THE PRESIDENT. You raise a question in which there would be many imponderables. For example, just take a simple and material one. I understand that many State laws contemplate only two parties, and allow only two--I say many States--several States. So you would have to start in changing the State laws before you could do any such thing to start with.
But I think that we have got to probably use the mechanisms already devised and so well known to our people, and get one of them, at least, to stand in behind this doctrine; and I believe the Republicans should-behind this doctrine and this kind of a program--very earnestly and so seriously that the words "progressive," "moderation," in Government becomes synonymous with the party label.
That is really what I believe. And I think that can be probably better and more effectively done than you could make the kind of a regrouping which would be, as I understand what you mean, a third party, start a new party; it would be, I think, very difficult.
Q. Marvin L. Arrowsmith, Associated Press: Mr. President, the new Chairman of the Democratic National Committee, Paul Butler, said over the weekend that you personally have shown a lack of capacity to govern and unite the American people. Do you care to make any comment on that remark?
THE PRESIDENT. Well, again, I am not going to reply to an individual. I have heard these remarks before.
I will say this: I think too often politicians look into a looking glass instead of through a window. [Laughter]
The United States presents a broad vista of thinking, and I have a tremendous and profound faith in the general commonsense approach of the American people to our great problems. I believe, in general, they go along very earnestly with what we would call a progressive program, with moderation, in the terms that I have explained it before to you people.
Now, as to my abilities and inabilities, I hope I am not one of the egoists that can think only in terms of the vertical pronoun.
I suggest this to you, gentlemen, and ladies: for 2 years I have been meeting in front of this body, the personnel of which doesn't seem to reflect any great change from week to week. I really ,believe you are better judges of interests, breadth of interests, and capacities and the kind of things we are trying to do, than is some politician who, looking in the glass, sees only reflections of doubt and fear and the kind of confusion that he often tries to create.

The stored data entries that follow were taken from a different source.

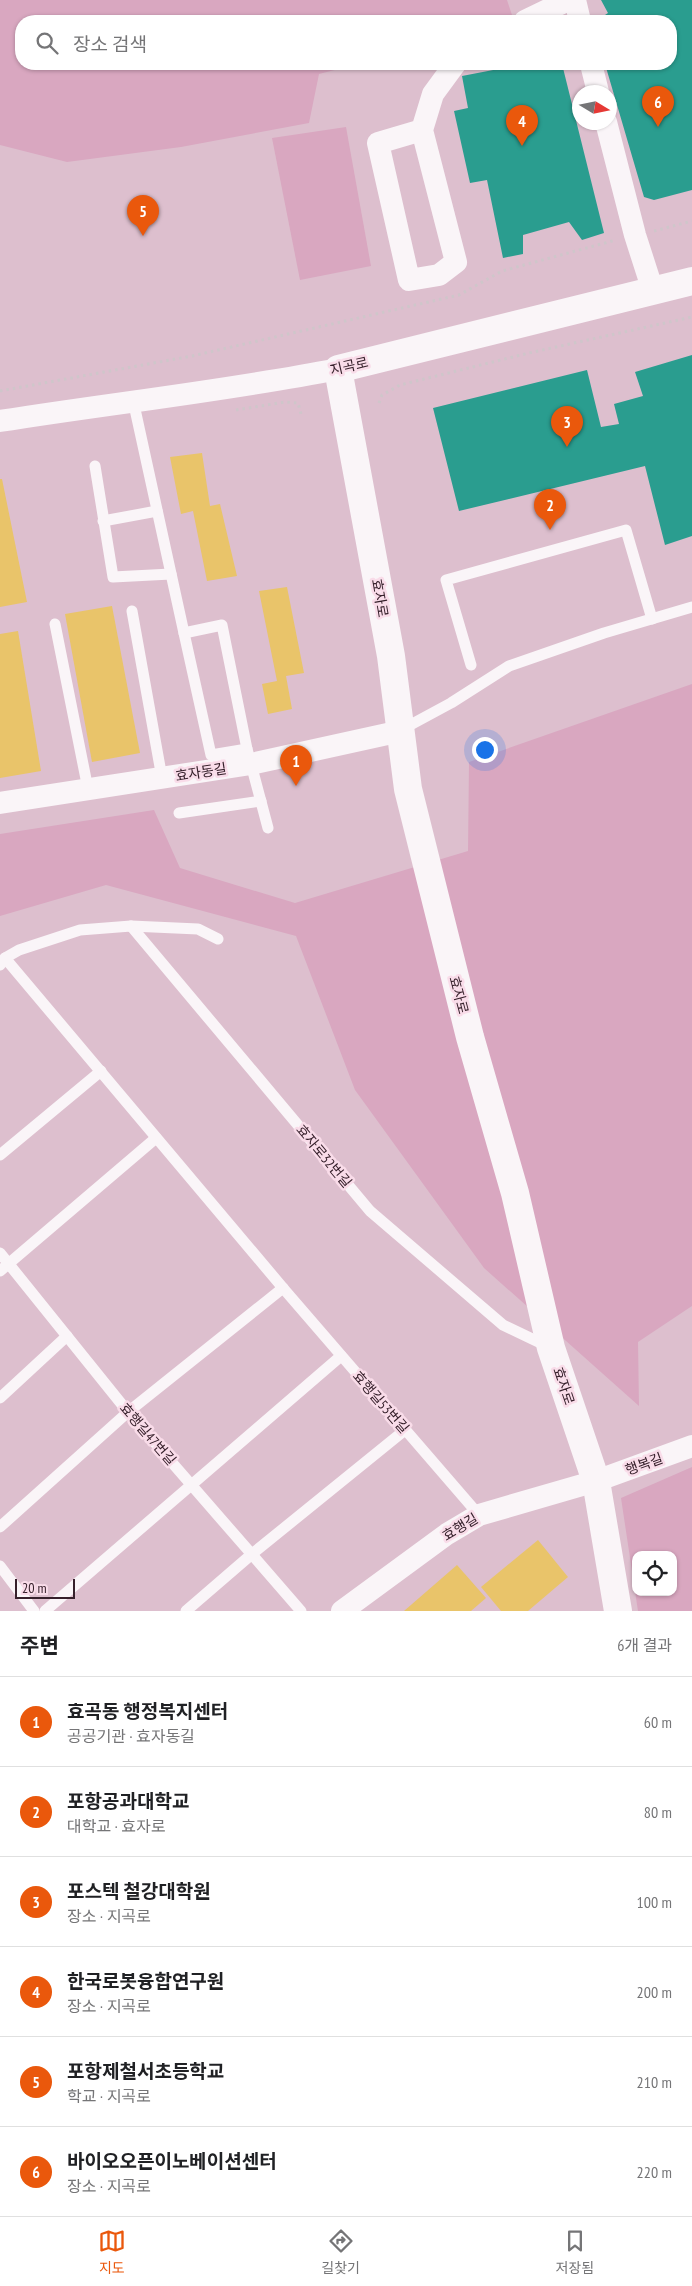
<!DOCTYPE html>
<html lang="ko">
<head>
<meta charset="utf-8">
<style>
  :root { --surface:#fff; --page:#f6f6f6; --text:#202124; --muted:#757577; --line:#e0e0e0; --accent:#ea580c }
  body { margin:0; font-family:"PT Sans Narrow","Noto Sans KR",sans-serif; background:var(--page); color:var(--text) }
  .controls { position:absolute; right:15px; bottom:15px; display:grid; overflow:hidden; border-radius:10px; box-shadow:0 1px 4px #0004 }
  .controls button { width:45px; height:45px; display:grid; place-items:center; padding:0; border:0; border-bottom:1px solid var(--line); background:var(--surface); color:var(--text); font:25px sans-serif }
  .compass { position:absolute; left:572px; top:85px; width:45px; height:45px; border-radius:50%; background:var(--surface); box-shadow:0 1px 4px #0004; rotate:100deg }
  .scale { position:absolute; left:15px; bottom:12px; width:60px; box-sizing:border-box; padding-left:5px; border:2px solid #36202b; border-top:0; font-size:14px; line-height:18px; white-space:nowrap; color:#36202b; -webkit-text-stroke:4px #f9dce9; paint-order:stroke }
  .you { position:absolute; left:484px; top:749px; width:18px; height:18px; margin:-12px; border:4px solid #fff; border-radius:50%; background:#1a73e8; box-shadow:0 0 0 8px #1a73e833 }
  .badge { display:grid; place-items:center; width:32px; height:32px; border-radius:50%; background:var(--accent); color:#fff; font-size:16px; font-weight:700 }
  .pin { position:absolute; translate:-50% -41px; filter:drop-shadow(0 1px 2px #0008) }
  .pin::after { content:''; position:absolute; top:26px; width:18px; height:15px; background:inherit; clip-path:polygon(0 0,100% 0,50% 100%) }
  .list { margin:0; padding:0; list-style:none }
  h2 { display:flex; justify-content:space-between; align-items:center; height:65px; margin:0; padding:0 20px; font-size:21px }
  h2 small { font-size:16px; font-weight:400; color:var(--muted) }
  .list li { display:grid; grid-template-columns:32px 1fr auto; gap:15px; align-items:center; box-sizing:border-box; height:90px; padding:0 20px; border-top:1px solid var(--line) }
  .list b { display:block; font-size:19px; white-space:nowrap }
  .list p { margin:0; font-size:16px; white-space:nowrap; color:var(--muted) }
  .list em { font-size:16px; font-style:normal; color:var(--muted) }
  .icon { flex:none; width:28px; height:28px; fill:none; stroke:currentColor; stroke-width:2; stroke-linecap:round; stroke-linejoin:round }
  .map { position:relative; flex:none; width:692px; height:1611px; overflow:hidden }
  .search { position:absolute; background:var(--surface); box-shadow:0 1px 4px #0004; left:15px; right:15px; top:15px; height:55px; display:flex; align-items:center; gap:12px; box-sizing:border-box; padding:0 18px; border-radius:20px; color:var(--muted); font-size:19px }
  .sheet { height:605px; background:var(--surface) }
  nav { display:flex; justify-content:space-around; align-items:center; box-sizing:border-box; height:70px; border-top:1px solid var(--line); background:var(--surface); font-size:14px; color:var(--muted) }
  nav a { display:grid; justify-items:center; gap:2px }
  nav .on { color:var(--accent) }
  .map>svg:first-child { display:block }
  .green { fill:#d9a7c0; fill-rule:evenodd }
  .homes { fill:#e9c46a }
  .schools { fill:#2a9d8f }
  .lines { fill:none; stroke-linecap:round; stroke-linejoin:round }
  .path { stroke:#cfc6ca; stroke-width:3; stroke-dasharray:2.5 4; stroke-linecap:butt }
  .service { stroke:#faf5f8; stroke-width:11 }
  .minor { stroke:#faf5f8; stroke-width:22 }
  .tertiary { stroke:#faf5f8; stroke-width:28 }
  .labels { text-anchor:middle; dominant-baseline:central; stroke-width:5; stroke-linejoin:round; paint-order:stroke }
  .street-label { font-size:14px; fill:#36202b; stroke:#f9dce9 }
</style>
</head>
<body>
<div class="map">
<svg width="692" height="1611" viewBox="0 0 692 1611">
  <rect width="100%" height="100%" fill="#ddbfce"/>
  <!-- green -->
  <g class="green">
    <path d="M0,0h507l5,15 -15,6h-476v43h337l-39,10 -10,49 -128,24 -114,15 -67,-17z"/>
    <path d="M346,127l25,139 -71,14 -28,-142z"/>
    <path d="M692,684v622l-54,36 1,64 -155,-138 -129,-178 -59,-154 -190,-51 -106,31v-82l154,-24 26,58 115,35 173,-52 1,-89z"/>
    <path d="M692,1467v144h-54l-17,-113zM636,1555h37v37h-37z"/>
  </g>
  <!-- homes -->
  <g class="homes">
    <path d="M202,453l8,53 10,-2 17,72 -30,5 -14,-70 -12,3 -11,-57z"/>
    <path d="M0,479h2l25,123 -27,5z"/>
    <path d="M287,587l17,86 -18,3 6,33 -24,5 -6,-30 15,-3 -18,-90z"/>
    <path d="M112,606l28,147 -48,9 -27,-148z"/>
    <path d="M18,631l23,140 -41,7v-144z"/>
    <path d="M538,1540l30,37 -40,34h-27l-20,-24z"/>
    <path d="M457,1565l29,33 -15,13h-67z"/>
  </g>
  <!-- schools -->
  <g class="schools">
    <path d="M601,0h91v190l-38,10 -10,-3 -39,-133h66v-43h-75l12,-8z"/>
    <path d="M524,64h38l42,169 -22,7 -13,-18 -46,13v19l-20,4 -16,-78 -17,3 -16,-72 14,-3 -6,-32z"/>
    <path d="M692,355v181l-27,9 -20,-79 -186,45 -26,-103 154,-38 14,57 18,-3 -5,-20 29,-8 -8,-24z"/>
  </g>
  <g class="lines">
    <!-- path -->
    <g class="path">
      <path d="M654,231l38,-10"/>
      <path d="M0,391l192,-35 267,-61 43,-24 114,-31"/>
      <path d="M379,403l3,-8 18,-10 129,-32 163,-36"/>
      <path d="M236,410l49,-8 13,1 3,11"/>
    </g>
    <!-- service -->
    <g class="service">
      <path d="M133,400l51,233 38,-8 25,124 21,79"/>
      <path d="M95,466l18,111 58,-3"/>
      <path d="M103,521l54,-10"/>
      <path d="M132,611l30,167"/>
      <path d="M55,624l33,165"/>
      <path d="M184,633l27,122 36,-6"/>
      <path d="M471,665l-25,-85 180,-50 26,89"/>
      <path d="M401,730l50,-27 58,-37 95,-33 88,-26"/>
      <path d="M179,813l82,-12"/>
      <path d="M131,926l239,285 133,114 46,22"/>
      <path d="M0,965l5,-7 14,-8 61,-20 51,-4 67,3 20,10"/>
      <path d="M0,1155l101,-84"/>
      <path d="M0,1253l128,159 173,199"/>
      <path d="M0,1271l156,-133"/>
      <path d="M283,1288l196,227"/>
      <path d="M0,1398l67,-62"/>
      <path d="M0,1527l128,-115 155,-124 -278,-330"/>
      <path d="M0,1566l34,45"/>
      <path d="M45,1611l296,-255"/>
      <path d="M186,1611l66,-57 153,-124"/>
    </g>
    <!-- minor -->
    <g class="minor">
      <path d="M575,0l5,21"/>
      <path d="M525,21l43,-21"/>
      <path d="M591,64l7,28"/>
      <path d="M606,122l29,113 18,56"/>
      <path d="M422,130l34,132 -17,13 -30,5 -31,-137 44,-13 11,-36 22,-30"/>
      <path d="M0,421c113,-18 226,-30 338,-52"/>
      <path d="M0,803l251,-39 150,-33"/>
      <path d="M342,1611l105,-77 32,-19 117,-34 96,-35"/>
    </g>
    <!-- tertiary -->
    <path class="tertiary" d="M618,1611l-22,-130 -45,-133 -36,-155 -45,-156 -62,-248 -17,-133 -53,-287 354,-88"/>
  </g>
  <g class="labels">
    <!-- street labels -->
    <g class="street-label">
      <text transform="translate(349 366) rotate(-13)">지곡로</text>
      <text transform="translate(380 598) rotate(80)">효자로</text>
      <text transform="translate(201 772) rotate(-9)">효자동길</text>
      <text transform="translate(459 995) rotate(75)">효자로</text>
      <text transform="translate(324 1156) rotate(50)">효자로32번길</text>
      <text transform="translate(564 1386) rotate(71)">효자로</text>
      <text transform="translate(381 1402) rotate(49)">효행길53번길</text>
      <text transform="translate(148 1434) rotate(49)">효행길47번길</text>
      <text transform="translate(644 1464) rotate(-20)">행복길</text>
      <text transform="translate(460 1527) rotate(-31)">효행길</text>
    </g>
  </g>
</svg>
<div class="controls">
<button><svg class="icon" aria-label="locate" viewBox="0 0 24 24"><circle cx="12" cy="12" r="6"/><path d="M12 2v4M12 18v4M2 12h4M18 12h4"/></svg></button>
</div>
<svg class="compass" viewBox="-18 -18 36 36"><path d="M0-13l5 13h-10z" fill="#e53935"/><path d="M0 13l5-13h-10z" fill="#757577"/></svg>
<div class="scale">20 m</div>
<div class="you"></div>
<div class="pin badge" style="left:296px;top:786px">1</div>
<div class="pin badge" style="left:550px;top:530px">2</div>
<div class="pin badge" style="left:567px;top:447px">3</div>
<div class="pin badge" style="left:522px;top:146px">4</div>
<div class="pin badge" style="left:143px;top:236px">5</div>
<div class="pin badge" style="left:658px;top:127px">6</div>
<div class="search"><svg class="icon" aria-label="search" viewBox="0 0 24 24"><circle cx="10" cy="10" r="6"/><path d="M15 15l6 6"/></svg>장소 검색</div>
</div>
<section class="sheet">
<h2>주변<small>6개 결과</small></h2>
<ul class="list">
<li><span class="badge">1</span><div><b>효곡동 행정복지센터</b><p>공공기관 · 효자동길</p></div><em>60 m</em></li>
<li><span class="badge">2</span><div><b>포항공과대학교</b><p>대학교 · 효자로</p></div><em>80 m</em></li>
<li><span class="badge">3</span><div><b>포스텍 철강대학원</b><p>장소 · 지곡로</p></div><em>100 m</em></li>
<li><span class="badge">4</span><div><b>한국로봇융합연구원</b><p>장소 · 지곡로</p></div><em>200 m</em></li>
<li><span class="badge">5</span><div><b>포항제철서초등학교</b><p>학교 · 지곡로</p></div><em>210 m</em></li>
<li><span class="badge">6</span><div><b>바이오오픈이노베이션센터</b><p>장소 · 지곡로</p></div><em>220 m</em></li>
</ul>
</section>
<nav>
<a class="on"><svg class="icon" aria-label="map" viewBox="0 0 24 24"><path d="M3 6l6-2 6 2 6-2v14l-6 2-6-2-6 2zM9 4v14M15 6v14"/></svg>지도</a>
<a><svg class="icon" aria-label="directions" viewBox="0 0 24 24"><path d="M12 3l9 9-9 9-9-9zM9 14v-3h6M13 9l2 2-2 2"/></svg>길찾기</a>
<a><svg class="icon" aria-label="saved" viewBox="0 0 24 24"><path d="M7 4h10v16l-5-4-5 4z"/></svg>저장됨</a>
</nav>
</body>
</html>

So, ladies and gentlemen, that particular question will have to be answered by you.
Q. A. Robert Smith, Portland Oregonian: Mr. President, we have had numerous reports stemming, apparently, from the outcome of the Oregon election, that Secretary McKay was to be replaced. Could you make any comment on those rumors?
THE PRESIDENT. Well, I have heard a number of new ideas this morning, but that is the newest. No, I hadn't heard it.
Q. James B. Reston, New York Times: Last week, sir, you told us that you were personally studying the security, the internal security system of the Government.
THE PRESIDENT. Yes.
Q. Mr. Reston: Have you reached any conclusions about that?
THE PRESIDENT. No, it is still undergoing study.
Merriman Smith, United Press: Thank you, Mr. President.
Note: President Eisenhower's fifty-fifth news conference was held in the Executive Office Building from 10:33 to 11:02 o'clock on Wednesday morning, December 8, 1954. In attendance: 209.